Alors, chacun a de bonnes raisons de mettre en avant sa solution. Et puis, quand on creuse. Les Samus ont peur de se voir déposséder de la gestion de la santé. Ils mettent en avant qu'un grand nombre d'appels qu'ils traitent ne requièrent pas l'envoi d'une ambulance. Parfois un simple conseil suffit, voire l'orientation vers un médecin Les ambulanciers privés, qui ont la priorité sur les pompiers pour le transport des malades, ont peur de perdre du chiffre d'affaire Et, en fait, on se rend compte qu'il y a aussi un choix entre modèles

Soit le modèle où on envoie rapidement une ambulance pour rapatrier la personne dans un service des urgences. Mais cela imposerait de dimensionner les urgences pour qu'elles soient capables de gérer tous les cas, des plus bénins au plus sérieux. Soit notre modèle actuel qui est un modèle à vitesse où le médecin traitant s'occupe du tout-venant et les secours ne devraient être mobilisés que pour les urgences vitales.

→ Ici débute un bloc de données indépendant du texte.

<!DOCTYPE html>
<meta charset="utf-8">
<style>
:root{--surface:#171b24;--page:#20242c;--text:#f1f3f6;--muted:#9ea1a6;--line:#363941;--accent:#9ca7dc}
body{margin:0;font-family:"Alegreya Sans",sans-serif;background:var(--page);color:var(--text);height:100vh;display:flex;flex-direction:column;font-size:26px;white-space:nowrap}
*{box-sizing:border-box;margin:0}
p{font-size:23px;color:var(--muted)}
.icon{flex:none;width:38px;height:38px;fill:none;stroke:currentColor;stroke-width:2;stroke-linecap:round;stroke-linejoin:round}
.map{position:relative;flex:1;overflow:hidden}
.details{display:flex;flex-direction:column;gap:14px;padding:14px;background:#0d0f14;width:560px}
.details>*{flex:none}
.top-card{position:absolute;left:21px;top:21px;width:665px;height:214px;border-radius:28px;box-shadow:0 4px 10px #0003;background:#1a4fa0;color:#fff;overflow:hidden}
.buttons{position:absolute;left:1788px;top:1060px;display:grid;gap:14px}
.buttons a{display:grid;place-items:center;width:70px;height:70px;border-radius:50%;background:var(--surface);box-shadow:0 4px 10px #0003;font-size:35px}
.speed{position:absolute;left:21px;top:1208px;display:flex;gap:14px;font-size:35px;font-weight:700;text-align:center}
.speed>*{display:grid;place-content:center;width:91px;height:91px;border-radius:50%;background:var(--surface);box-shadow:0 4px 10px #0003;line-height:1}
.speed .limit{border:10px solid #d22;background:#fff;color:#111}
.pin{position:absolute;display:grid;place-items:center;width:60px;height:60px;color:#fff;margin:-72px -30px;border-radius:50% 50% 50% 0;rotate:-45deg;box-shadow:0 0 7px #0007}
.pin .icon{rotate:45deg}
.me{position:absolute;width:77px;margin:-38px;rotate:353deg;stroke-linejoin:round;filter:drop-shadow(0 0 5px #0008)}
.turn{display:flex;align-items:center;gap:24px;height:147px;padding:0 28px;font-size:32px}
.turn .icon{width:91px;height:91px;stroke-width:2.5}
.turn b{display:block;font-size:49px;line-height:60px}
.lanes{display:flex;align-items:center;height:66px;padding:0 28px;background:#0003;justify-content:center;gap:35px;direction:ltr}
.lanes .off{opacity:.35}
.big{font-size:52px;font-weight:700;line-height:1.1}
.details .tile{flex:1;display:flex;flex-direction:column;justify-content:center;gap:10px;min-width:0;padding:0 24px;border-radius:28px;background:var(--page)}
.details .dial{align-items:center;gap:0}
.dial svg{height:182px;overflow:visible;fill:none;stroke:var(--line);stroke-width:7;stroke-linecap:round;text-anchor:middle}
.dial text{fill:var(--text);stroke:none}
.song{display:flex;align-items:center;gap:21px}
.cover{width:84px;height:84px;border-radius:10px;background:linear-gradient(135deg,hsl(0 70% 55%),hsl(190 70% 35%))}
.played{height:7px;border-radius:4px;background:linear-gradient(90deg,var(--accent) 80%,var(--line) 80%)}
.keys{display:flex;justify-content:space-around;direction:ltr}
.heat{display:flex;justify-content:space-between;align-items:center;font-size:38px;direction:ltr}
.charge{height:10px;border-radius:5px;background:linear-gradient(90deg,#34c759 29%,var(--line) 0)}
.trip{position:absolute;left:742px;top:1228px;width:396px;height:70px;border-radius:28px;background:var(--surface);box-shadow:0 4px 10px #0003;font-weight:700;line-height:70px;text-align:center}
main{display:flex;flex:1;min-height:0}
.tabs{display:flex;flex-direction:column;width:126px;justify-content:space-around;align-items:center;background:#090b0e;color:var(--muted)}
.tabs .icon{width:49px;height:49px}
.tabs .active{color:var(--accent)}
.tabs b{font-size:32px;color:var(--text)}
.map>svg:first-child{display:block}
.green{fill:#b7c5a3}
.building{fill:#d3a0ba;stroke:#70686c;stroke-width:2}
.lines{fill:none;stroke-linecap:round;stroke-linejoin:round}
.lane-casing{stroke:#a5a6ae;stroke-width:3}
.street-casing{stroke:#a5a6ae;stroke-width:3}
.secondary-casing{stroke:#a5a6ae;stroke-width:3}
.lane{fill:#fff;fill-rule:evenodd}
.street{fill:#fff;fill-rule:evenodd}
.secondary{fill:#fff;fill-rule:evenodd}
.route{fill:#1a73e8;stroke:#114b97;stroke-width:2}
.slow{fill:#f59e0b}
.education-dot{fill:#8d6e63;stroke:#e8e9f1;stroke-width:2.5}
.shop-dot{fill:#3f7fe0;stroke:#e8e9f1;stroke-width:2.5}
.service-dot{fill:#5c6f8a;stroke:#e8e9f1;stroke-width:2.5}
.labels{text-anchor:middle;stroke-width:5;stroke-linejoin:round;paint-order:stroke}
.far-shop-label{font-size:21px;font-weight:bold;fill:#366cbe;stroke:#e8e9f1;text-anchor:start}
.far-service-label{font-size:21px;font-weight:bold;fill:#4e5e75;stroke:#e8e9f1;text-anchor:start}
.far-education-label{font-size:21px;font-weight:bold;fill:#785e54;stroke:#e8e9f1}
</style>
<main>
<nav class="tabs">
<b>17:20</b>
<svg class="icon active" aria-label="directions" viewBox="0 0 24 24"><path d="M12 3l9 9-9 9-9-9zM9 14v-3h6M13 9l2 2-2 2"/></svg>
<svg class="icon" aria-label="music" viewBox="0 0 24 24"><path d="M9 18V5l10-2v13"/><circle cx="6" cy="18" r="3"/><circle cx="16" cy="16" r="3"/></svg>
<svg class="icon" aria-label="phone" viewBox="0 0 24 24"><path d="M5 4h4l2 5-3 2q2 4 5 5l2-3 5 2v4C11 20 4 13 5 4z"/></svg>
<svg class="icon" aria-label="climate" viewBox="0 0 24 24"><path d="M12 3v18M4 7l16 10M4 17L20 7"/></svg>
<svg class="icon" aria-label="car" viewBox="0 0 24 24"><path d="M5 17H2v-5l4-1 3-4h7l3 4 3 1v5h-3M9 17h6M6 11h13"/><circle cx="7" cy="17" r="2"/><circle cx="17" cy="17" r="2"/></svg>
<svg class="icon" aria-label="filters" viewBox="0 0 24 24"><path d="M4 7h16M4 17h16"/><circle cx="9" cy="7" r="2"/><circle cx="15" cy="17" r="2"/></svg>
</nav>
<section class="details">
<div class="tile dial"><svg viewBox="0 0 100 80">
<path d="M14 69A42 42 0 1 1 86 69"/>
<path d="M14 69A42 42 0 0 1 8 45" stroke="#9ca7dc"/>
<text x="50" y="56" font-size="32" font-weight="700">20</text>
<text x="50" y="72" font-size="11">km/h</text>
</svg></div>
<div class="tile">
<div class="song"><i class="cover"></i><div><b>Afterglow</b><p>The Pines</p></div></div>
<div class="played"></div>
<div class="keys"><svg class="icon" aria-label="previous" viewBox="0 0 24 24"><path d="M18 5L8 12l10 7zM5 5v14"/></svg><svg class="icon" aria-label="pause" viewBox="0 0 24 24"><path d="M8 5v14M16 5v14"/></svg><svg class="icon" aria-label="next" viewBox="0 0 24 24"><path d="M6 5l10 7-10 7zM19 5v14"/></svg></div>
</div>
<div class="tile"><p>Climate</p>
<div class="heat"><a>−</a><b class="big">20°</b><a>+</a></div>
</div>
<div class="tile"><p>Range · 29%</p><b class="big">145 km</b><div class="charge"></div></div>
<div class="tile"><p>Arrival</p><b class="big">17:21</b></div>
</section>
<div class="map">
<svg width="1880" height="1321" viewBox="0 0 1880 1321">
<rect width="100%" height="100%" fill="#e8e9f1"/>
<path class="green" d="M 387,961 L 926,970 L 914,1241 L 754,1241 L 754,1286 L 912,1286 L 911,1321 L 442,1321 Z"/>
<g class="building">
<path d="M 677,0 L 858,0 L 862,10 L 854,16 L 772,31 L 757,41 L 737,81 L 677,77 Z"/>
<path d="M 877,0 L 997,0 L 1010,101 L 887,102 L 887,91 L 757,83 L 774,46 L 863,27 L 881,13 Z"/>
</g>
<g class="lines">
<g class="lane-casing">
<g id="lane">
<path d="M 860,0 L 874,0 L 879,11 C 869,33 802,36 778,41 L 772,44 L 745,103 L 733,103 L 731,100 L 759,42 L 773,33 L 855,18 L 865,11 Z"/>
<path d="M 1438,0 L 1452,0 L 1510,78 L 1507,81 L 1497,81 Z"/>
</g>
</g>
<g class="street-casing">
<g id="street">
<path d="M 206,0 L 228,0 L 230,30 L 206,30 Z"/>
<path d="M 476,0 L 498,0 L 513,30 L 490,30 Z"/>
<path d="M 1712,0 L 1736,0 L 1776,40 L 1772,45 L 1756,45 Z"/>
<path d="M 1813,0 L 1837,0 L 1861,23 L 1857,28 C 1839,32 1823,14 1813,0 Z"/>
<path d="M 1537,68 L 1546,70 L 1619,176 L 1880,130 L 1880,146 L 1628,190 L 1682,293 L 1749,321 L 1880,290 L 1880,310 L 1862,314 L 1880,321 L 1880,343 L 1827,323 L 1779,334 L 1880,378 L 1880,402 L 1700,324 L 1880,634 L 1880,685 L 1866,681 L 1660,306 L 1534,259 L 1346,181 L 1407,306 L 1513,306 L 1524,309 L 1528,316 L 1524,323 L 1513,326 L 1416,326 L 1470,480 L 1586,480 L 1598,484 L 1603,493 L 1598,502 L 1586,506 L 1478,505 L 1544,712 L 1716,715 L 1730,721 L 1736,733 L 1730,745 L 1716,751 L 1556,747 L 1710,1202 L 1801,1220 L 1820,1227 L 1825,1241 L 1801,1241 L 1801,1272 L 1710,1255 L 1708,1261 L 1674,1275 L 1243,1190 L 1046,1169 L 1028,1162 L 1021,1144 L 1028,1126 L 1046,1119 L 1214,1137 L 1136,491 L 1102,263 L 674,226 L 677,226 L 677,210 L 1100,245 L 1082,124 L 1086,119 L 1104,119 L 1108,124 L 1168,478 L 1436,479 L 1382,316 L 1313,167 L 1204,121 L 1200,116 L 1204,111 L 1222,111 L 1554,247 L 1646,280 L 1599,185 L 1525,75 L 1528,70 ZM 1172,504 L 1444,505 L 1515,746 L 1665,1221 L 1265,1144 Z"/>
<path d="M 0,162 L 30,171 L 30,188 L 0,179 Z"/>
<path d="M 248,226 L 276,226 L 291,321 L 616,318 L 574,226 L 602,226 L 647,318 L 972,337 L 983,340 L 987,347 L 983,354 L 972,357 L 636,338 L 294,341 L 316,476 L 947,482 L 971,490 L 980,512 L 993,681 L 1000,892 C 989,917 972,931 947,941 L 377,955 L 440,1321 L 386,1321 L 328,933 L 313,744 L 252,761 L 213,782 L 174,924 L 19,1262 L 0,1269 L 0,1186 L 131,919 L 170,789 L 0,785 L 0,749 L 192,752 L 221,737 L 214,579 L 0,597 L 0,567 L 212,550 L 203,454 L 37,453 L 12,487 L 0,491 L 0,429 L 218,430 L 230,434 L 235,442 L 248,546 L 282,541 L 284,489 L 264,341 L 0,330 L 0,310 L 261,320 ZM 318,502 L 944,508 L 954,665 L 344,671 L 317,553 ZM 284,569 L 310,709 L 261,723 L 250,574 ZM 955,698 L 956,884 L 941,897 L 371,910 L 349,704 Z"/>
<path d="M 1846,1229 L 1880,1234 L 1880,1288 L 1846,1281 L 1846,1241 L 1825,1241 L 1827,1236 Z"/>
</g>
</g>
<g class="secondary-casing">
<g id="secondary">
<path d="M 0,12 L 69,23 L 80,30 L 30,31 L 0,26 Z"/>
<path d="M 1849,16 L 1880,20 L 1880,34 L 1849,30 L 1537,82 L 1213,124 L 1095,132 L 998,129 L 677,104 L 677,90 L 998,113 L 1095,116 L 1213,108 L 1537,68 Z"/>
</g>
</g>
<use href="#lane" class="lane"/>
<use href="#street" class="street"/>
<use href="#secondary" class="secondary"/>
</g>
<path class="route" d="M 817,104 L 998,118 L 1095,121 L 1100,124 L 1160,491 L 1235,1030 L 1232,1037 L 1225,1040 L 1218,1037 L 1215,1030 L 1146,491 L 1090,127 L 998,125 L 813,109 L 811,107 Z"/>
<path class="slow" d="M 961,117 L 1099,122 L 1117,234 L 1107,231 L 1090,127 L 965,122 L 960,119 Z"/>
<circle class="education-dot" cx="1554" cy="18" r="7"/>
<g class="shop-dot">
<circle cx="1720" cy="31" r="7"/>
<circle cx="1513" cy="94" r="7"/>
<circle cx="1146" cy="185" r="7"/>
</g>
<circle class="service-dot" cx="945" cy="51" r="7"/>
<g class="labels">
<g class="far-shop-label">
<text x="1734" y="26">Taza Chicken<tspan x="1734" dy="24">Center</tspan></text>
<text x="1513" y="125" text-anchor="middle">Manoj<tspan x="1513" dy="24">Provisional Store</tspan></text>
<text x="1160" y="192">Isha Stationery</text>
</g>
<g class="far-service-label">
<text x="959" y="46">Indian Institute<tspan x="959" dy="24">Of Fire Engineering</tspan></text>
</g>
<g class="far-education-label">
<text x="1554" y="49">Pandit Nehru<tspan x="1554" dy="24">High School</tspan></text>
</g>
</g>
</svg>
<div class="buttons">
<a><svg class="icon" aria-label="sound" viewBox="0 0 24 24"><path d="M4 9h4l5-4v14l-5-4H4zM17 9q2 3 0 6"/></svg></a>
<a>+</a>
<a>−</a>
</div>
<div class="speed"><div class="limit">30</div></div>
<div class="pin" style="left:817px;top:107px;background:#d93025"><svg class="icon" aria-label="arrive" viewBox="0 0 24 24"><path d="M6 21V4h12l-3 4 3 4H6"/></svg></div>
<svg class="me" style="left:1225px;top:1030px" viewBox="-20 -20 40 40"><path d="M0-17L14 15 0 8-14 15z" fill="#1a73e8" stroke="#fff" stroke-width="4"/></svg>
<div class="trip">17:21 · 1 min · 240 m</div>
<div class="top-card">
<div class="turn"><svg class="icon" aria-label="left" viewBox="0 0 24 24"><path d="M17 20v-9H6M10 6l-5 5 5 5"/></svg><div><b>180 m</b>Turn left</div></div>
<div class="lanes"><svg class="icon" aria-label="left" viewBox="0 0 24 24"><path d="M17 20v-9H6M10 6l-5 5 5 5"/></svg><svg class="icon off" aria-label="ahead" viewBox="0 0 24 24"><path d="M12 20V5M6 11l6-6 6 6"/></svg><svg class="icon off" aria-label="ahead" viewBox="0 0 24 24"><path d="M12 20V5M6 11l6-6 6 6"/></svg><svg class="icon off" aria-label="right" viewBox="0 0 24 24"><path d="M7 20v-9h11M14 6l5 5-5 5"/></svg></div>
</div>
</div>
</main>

Chacun met en avant ces chiffres. Les pompiers parlent des carences ambulancières et de la population qui a du mal à comprendre quand elle doit appeler le 15, le 18 ou le 17. Les Samus mettant en avant le casse-tête des interventions non-urgentes. Et, au moment où on va voter la loi, on se rend compte qu'il y a un besoin de concertation entre les divers acteurs. On s'en rend compte car les SAMU et les ambulanciers ont décidé de se mettre en grève. Le problème est sur la table depuis longtemps. J'ai entendu parler du numéro unique en formation, il y a environ 20 ans. Et son instauration n'est toujours pas actée.